3. Hold in ice water for about 20-30 minutes, drain, pat dry.
4. Mix 1/4 c (or less) of corn starch in a bowl and add paprika, garlic powder, ground pepper. 
5. Toss the drained potatoes in the corn starch mixture.
6. In a deep-fat fryer that is 160 degrees (I use veggie oil and a couple of T of crisco), fry potatoes for 7-8 minutes. Drain.
7. Bring the temp of the fat up to 180 degrees. Fry the potatoes for about 7-8 minutes or until crisp.
8. Put some cheese curds and gravy in the bottom of a dish, add about 1/2 of the potatoes, another layer of cheese curds and gravy, more potatoes and more curds and gravy. 

I've done this several times this summer--the potatoes stay crisp to the bottom.

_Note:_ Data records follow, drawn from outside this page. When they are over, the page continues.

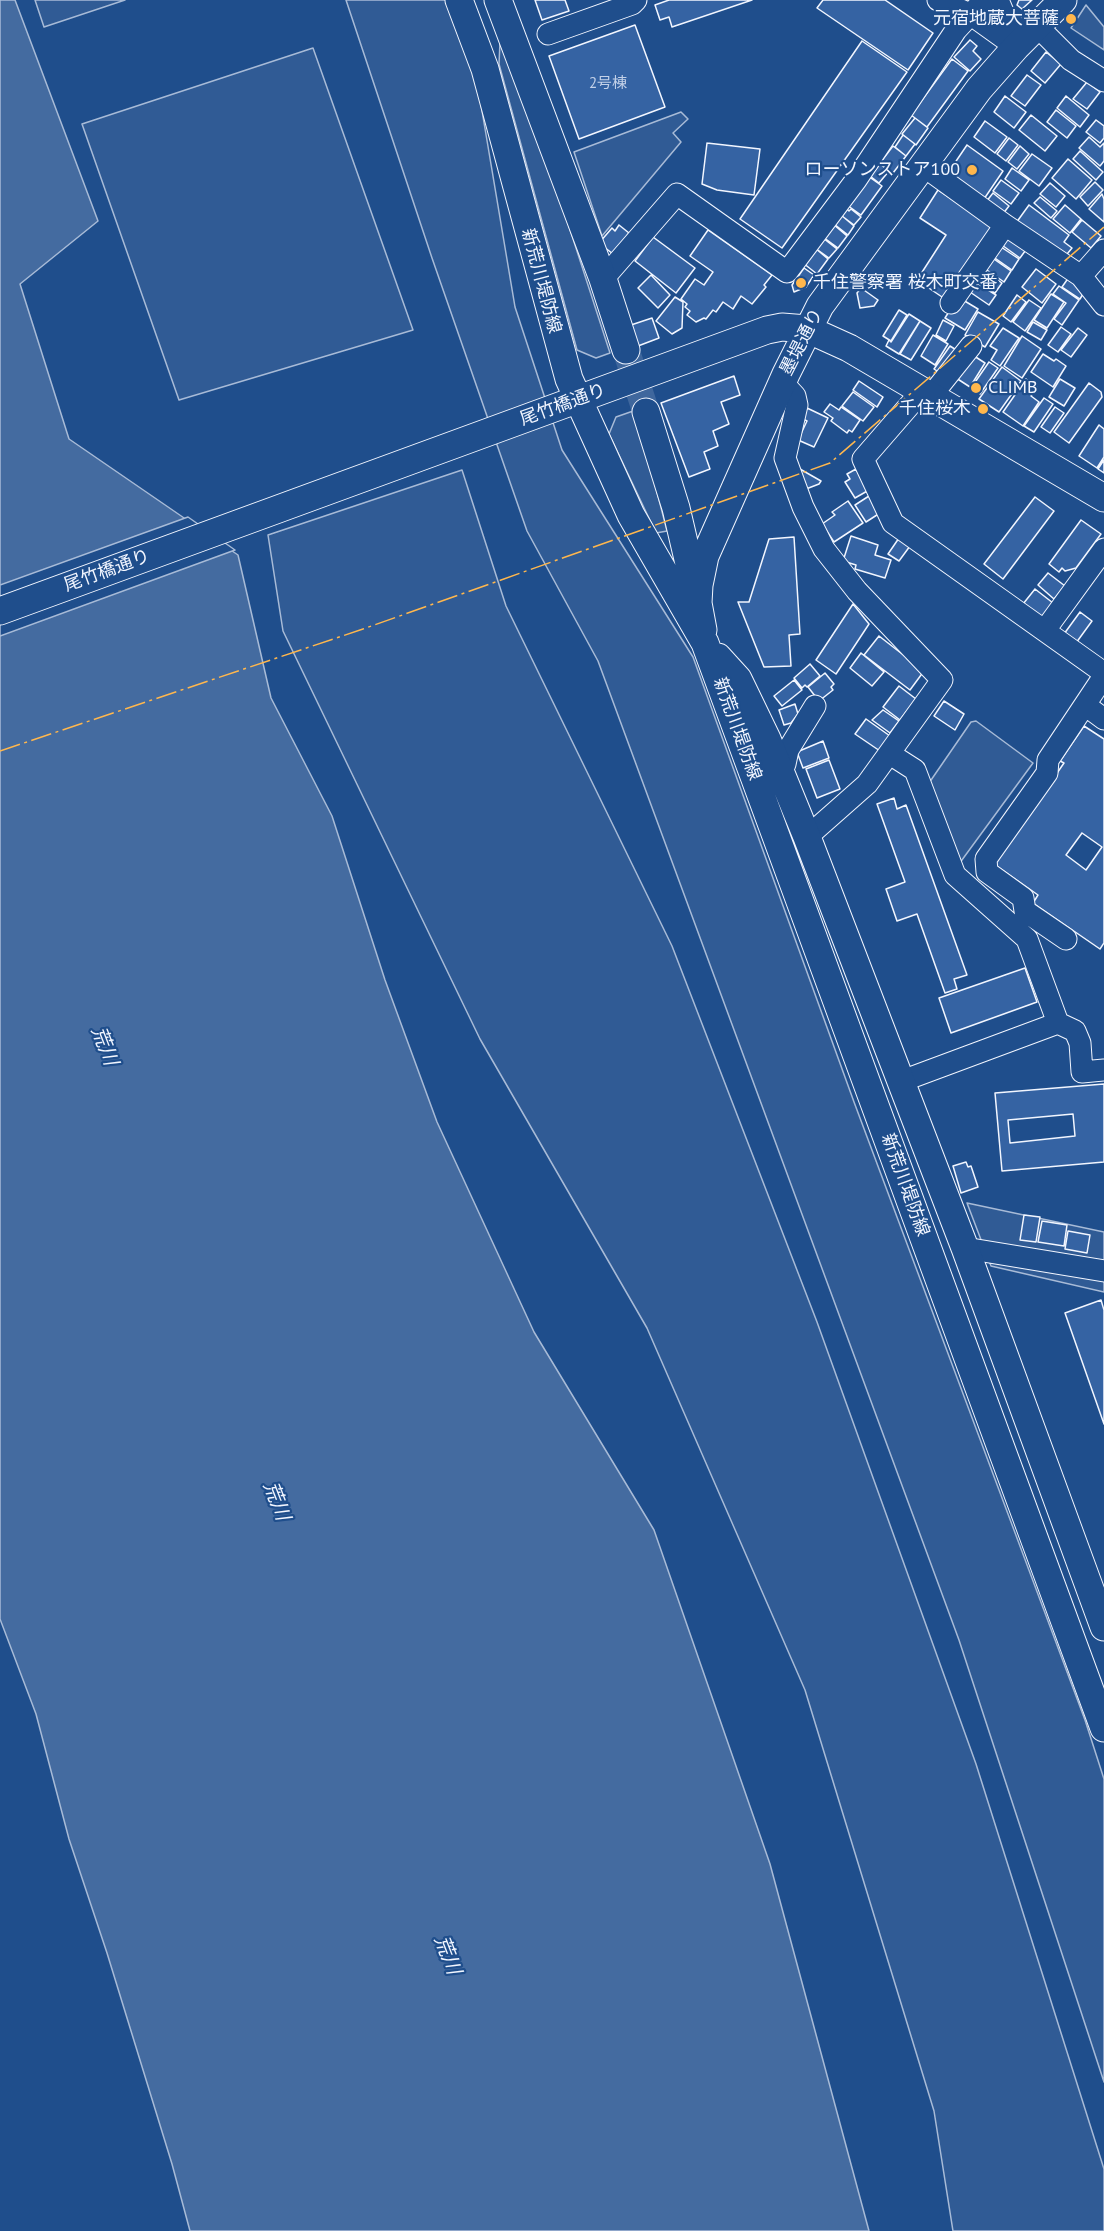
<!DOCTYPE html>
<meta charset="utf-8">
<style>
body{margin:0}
canvas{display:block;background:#1f4e8c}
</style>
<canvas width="1104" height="2231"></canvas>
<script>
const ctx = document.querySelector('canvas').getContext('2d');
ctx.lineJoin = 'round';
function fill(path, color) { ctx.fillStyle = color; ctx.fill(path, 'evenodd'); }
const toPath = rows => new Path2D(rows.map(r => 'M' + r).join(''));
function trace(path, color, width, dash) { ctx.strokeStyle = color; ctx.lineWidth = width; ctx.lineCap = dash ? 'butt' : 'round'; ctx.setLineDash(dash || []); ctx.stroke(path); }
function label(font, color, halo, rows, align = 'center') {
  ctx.font = font + ' "PT Sans","Noto Sans JP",sans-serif'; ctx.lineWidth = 4.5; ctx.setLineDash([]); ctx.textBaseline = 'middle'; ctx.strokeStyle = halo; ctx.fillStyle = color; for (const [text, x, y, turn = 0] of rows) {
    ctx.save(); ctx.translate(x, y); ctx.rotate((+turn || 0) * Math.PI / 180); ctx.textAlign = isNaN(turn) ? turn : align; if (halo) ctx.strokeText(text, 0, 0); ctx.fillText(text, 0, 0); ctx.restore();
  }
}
const green = toPath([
 [35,0,125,0,44,27,35,0],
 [346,0,447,0,477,81,515,307,562,450,693,657,854,1102,1085,1720,1104,1779,1104,2082,959,1640,598,661,527,531,432,258,346,0],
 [1086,5,1104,27,1104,50,1071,28,1086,5],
 [500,42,554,180,610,353,596,358,577,350,499,64,500,42],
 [313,48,413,330,179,400,82,124,313,48],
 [681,112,688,119,673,133,681,142,602,236,574,152,681,112],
 [636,410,667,531,656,533,609,434,616,417,636,410],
 [462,470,506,606,672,946,817,1322,976,1764,1104,2169,1104,2231,953,2231,934,2111,805,1690,647,1328,480,1039,283,631,268,535,462,470],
 [976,721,1033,763,959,864,929,783,971,722,976,721],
 [967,1203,1104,1232,1104,1292,991,1266,967,1203]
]);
fill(green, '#305b95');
trace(green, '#a8bbd7', 1.5);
const water = toPath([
 [0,0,15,0,98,221,20,284,69,439,238,555,271,698,332,816,385,980,437,1122,534,1332,654,1530,770,1864,869,2231,190,2231,172,2164,107,1953,69,1839,36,1714,0,1619,0,0]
]);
fill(water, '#446ba0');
trace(water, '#a8bbd7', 1.5);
const pier = toPath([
 [188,517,235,550,0,636,0,585,188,517]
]);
fill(pier, '#1f4e8c');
trace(pier, '#a8bbd7', 1.5);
const building = toPath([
 [535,0,565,0,569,11,542,20,535,0],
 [669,0,752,0,672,27,669,17,660,20,655,5,669,0],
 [823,0,885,0,933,33,908,70,817,8,823,0],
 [1019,0,1032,0,1022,9,1017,5,1019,0],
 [635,25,665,107,579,139,549,56,635,25],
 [970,40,977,46,973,51,981,59,970,71,954,57,970,40],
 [862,41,907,72,782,248,740,219,862,41],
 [1046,52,1061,64,1045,83,1031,71,1046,52],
 [952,59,968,71,927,127,911,115,952,59],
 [1027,75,1041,85,1025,106,1011,96,1027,75],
 [1087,82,1100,92,1087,109,1073,99,1087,82],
 [1005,96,1026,112,1014,128,994,112,1005,96],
 [1066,96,1089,115,1080,127,1057,108,1066,96],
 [1056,110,1076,126,1067,138,1047,122,1056,110],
 [1031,115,1057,136,1045,151,1019,130,1031,115],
 [915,118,928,128,916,145,902,134,915,118],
 [1096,120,1104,126,1104,138,1100,143,1086,132,1096,120],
 [985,121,1007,137,995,153,974,137,985,121],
 [903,135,915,144,906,156,895,147,903,135],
 [1089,137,1100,147,1104,143,1104,161,1100,166,1079,148,1089,137],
 [1009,138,1018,145,1006,161,997,154,1009,138],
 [707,143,760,149,754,195,717,190,702,184,707,143],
 [967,145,1003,171,984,199,948,173,967,145],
 [893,146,906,156,893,173,880,163,893,146],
 [1020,146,1029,154,1017,169,1008,162,1020,146],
 [1080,151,1103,172,1096,180,1073,159,1080,151],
 [1032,154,1052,168,1039,186,1019,171,1032,154],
 [1068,159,1092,180,1076,199,1052,178,1068,159],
 [880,164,889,171,879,183,870,176,880,164],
 [1012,168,1029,180,1021,191,1005,179,1012,168],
 [868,176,882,186,861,215,847,205,868,176],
 [1001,180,1019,193,1011,204,993,191,1001,180],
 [1095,182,1103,190,1088,206,1080,197,1095,182],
 [1050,183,1065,196,1056,207,1040,194,1050,183],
 [938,190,993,227,945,299,917,280,946,235,920,218,938,190],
 [993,193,1009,206,1002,215,986,202,993,193],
 [1102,194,1104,199,1104,222,1089,209,1102,194],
 [1040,197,1057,211,1051,218,1034,203,1040,197],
 [1029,205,1069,235,1064,242,1072,248,1063,259,1016,223,1029,205],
 [1065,205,1081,219,1070,233,1053,219,1065,205],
 [847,209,849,211,851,209,861,217,854,225,842,216,847,209],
 [841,215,854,226,848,235,834,224,841,215],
 [1082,220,1101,236,1091,248,1072,232,1082,220],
 [833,224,847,236,838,248,823,237,833,224],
 [619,225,629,233,613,254,599,243,612,228,615,231,619,225],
 [708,230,772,275,764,285,766,287,752,304,741,296,733,309,723,302,716,312,713,310,706,319,704,318,696,322,687,315,690,311,685,307,687,304,681,299,695,279,704,285,713,272,690,256,708,230],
 [1007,232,1028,247,1020,258,999,243,1007,232],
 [653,237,695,268,676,293,635,261,653,237],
 [823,238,837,249,829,258,815,248,823,238],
 [998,245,1019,259,1012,270,992,256,998,245],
 [815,248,828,259,817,274,803,263,815,248],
 [991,257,1011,271,1004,282,984,268,991,257],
 [804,268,814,275,806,287,794,292,792,285,804,268],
 [982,269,1002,283,995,293,975,279,982,269],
 [1036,269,1056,284,1042,303,1022,287,1036,269],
 [651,275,670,295,658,308,638,288,651,275],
 [1069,277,1086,289,1080,299,1062,287,1069,277],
 [974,281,996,295,989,305,967,290,974,281],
 [1059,286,1079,300,1062,325,1054,319,1066,303,1053,294,1059,286],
 [861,288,878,300,874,306,860,308,857,293,861,288],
 [1051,294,1064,302,1047,328,1034,320,1051,294],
 [1017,295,1026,302,1011,322,1003,316,1017,295],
 [675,297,683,302,682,328,672,334,656,321,675,297],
 [958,297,978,309,965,330,945,318,958,297],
 [1029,300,1041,308,1025,331,1013,322,1029,300],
 [899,310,907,315,891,341,883,336,899,310],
 [978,312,999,324,985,347,965,335,978,312],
 [909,314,920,321,899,354,886,346,889,340,891,342,909,314],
 [652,318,659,338,638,346,631,325,652,318],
 [943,320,954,326,946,341,936,335,943,320],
 [920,321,931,328,911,360,900,354,920,321],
 [1033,322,1047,330,1041,340,1027,332,1033,322],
 [1061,327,1071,334,1058,352,1048,345,1061,327],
 [1003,328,1019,338,1000,366,991,360,997,350,990,346,1003,328],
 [1078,328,1087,335,1071,357,1061,350,1078,328],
 [933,335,948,344,935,365,921,356,933,335],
 [1022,336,1041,349,1022,378,1004,366,1022,336],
 [950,346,961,353,940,373,934,369,950,346],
 [971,354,985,363,970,387,953,376,971,354],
 [1043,354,1054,361,1056,359,1066,366,1053,387,1031,372,1043,354],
 [989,362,998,368,980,394,971,388,989,362],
 [1002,367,1021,381,999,412,979,399,1002,367],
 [734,376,740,395,721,402,729,424,713,431,718,446,704,452,710,469,689,477,661,403,734,376],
 [1026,379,1037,387,1031,396,1039,402,1023,426,1003,412,1026,379],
 [1060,379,1075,388,1064,406,1049,397,1060,379],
 [859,381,883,397,877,407,853,390,859,381],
 [1089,383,1101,392,1102,397,1069,443,1054,432,1089,383],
 [853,392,874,407,863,421,842,406,853,392],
 [1044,398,1053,404,1034,432,1024,426,1044,398],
 [830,404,839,410,841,407,860,420,852,432,849,430,847,433,831,421,833,418,824,412,830,404],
 [1055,407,1064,413,1050,433,1041,427,1055,407],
 [807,408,828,418,814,447,798,440,807,421,803,419,807,408],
 [1099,425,1104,429,1104,457,1097,468,1079,456,1099,425],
 [1104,460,1104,473,1098,469,1104,460],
 [800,469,821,481,819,484,806,489,800,469],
 [856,469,869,490,855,498,845,482,850,479,847,474,856,469],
 [869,496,880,513,866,522,855,505,869,496],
 [1035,497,1054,511,1003,579,984,564,1035,497],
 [848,501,863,523,834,542,822,524,835,515,832,512,848,501],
 [1081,520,1101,534,1076,568,1065,571,1062,568,1059,572,1049,564,1081,520],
 [851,536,878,545,875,555,891,560,885,578,855,569,856,565,843,561,851,536],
 [794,537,800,634,789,635,791,666,764,667,738,602,749,602,769,539,794,537],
 [899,538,910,546,899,561,888,554,899,538],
 [1048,573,1065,586,1054,599,1038,585,1048,573],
 [1035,589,1053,603,1041,618,1023,604,1035,589],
 [853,604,869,624,836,674,816,660,853,604],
 [1080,612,1092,621,1076,643,1064,634,1080,612],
 [879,636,924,671,910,690,864,655,879,636],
 [861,653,884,672,872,686,850,668,861,653],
 [810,664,820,676,807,687,805,685,802,688,794,678,810,664],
 [825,673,834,684,831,687,833,690,819,701,808,687,825,673],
 [794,680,802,690,782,706,774,696,794,680],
 [899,686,916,699,900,720,883,707,899,686],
 [944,701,964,714,955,730,934,716,944,701],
 [795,704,798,714,791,723,784,725,779,710,795,704],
 [883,710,899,721,890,733,872,720,883,710],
 [866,719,890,736,880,751,855,734,866,719],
 [1084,726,1104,739,1104,943,1100,949,1033,903,1038,895,994,864,1064,763,1060,761,1084,726],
 [1082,833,1102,847,1086,870,1066,855,1082,833],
 [823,741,829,758,803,768,797,752,823,741],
 [829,760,840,789,817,798,806,769,829,760],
 [894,798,897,809,906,805,967,975,954,979,957,989,945,993,917,914,897,921,886,889,905,882,877,804,894,798],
 [1025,968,1037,1002,951,1033,939,998,1025,968],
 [1104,1084,1104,1162,1002,1171,995,1093,1104,1084],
 [1073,1114,1075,1136,1010,1143,1008,1120,1073,1114],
 [966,1162,968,1167,971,1166,978,1187,961,1193,953,1166,966,1162],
 [1024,1215,1040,1217,1036,1242,1020,1240,1024,1215],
 [1042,1221,1067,1225,1064,1246,1038,1242,1042,1221],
 [1068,1231,1090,1235,1087,1253,1065,1249,1068,1231],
 [1101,1300,1104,1310,1104,1424,1065,1313,1101,1300]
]);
fill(building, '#3563a3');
trace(building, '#f2f6ff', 1.5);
trace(toPath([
 [626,350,646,412]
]), '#3f679d', 27, [27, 14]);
const minor = toPath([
 [938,0,970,14,1016,47],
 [998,0,1006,19,1027,36],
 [1037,26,1071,60,1104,81],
 [548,34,632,4,636,0],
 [922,165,1005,225,1081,276,1104,305],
 [1081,276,1104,250],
 [603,279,677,194,787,272,856,180,956,30,984,0],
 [951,303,1005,225],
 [782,382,795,396,797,405,785,458,803,507,824,549,857,591,942,680,867,784,807,837],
 [922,391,863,459,893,523,1104,673],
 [931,396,971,346],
 [1045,630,1104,549],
 [1085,705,1104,719],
 [890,754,915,770,955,875,1027,939,1058,1023,902,1081],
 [780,770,785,764,788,750,815,706],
 [1066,939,1025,911,1023,898,987,872,986,859,1047,773,1048,760,1104,676],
 [1058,1023,1075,1031,1080,1043,1082,1072,1104,1070],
 [965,1248,1104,1271]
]);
const major = toPath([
 [459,0,485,69,569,379,631,515,705,643,1104,1728],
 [498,0,603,279,626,350],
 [646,412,676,508,694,585],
 [0,611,767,330,782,327,807,329,849,348,1104,498],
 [703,630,698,603,699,585,705,556,786,374,820,306,979,89,1016,47,1063,0],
 [718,657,738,679,767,739,807,837,965,1248,1104,1627]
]);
trace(minor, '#f2f6ff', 23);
trace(major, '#f2f6ff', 29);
trace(minor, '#1f4e8c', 21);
trace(major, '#1f4e8c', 27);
trace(toPath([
 [0,751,363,629,830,463,1104,227]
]), '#ffb74d', 1.5, [21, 4.5, 3, 4.5]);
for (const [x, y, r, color] of [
 [1071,19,6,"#ffb74d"],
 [972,170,6,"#ffb74d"],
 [801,283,6,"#ffb74d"],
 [976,388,6,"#ffb74d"],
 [983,409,6,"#ffb74d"]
]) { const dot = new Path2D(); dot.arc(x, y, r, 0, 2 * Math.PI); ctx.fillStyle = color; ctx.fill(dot); trace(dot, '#1f4e8c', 2); }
label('15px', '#c3d1e8', null, [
 ["2号棟",608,84]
]);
label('18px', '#f2f6ff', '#1f4e8c', [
 ["元宿地蔵大菩薩",1059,19],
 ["ローソンストア100",960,170],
 ["千住警察署 桜木町交番",813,283,"left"],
 ["CLIMB",988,388,"left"],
 ["千住桜木",971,409]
], 'right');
label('18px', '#f2f6ff', '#1f4e8c', [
 ["新荒川堤防線",541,281,75],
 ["墨堤通り",802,342,-63],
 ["尾竹橋通り",563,405,-20],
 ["尾竹橋通り",107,571,-20],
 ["新荒川堤防線",737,729,70],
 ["新荒川堤防線",905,1185,70]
]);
label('italic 20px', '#f2f6ff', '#1f4e8c', [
 ["荒川",104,1046,69],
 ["荒川",276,1501,69],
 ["荒川",447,1955,69]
]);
</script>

I'm ready to do a poutine throw-down.


----------



## Siegal (Sep 28, 2012)

I have never tried it but it's on my food bucket list. It's french Canadian? Or French? Or both.


----------



## CWS4322 (Sep 28, 2012)

Poutine - Wikipedia, the free encyclopedia


----------



## PhilinYuma (Sep 28, 2012)

Thanks CWS, for a timely idea. My next big cook-up will be with The Kid at Thanksgiving, and I've been giving some thought about what to do with the leftovers. I'd thought of poutine as a way to use up some of the turkey gravy, but getting curds is always an issue. There are plenty of sources on Amazon, but the shipping usually costs more than the curds, and God knows how long they have been sitting in those plastic bags! I think that I'll do a trial run with the blue cheese, which i know that The Kid and the rest of the family like, and see how it goes.


----------



## taxlady (Sep 28, 2012)

I had poutine near Riviere-du-Loup or possibly in Riviere-du-Loup for the first time in about 1980. It hadn't really gotten to Montreal yet. They had regular poutine and "Poutine Italienne" - with "sauce spaghetti".


----------



## CWS4322 (Sep 28, 2012)

PhilinYuma said:


> Thanks CWS, for a timely idea. My next big cook-up will be with The Kid at Thanksgiving, and I've been giving some thought about what to do with the leftovers. I'd thought of poutine as a way to use up some of the turkey gravy, but getting curds is always an issue. There are plenty of sources on Amazon, but the shipping usually costs more than the curds, and God knows how long they have been sitting in those plastic bags! I think that I'll do a trial run with the blue cheese, which i know that The Kid and the rest of the family like, and see how it goes.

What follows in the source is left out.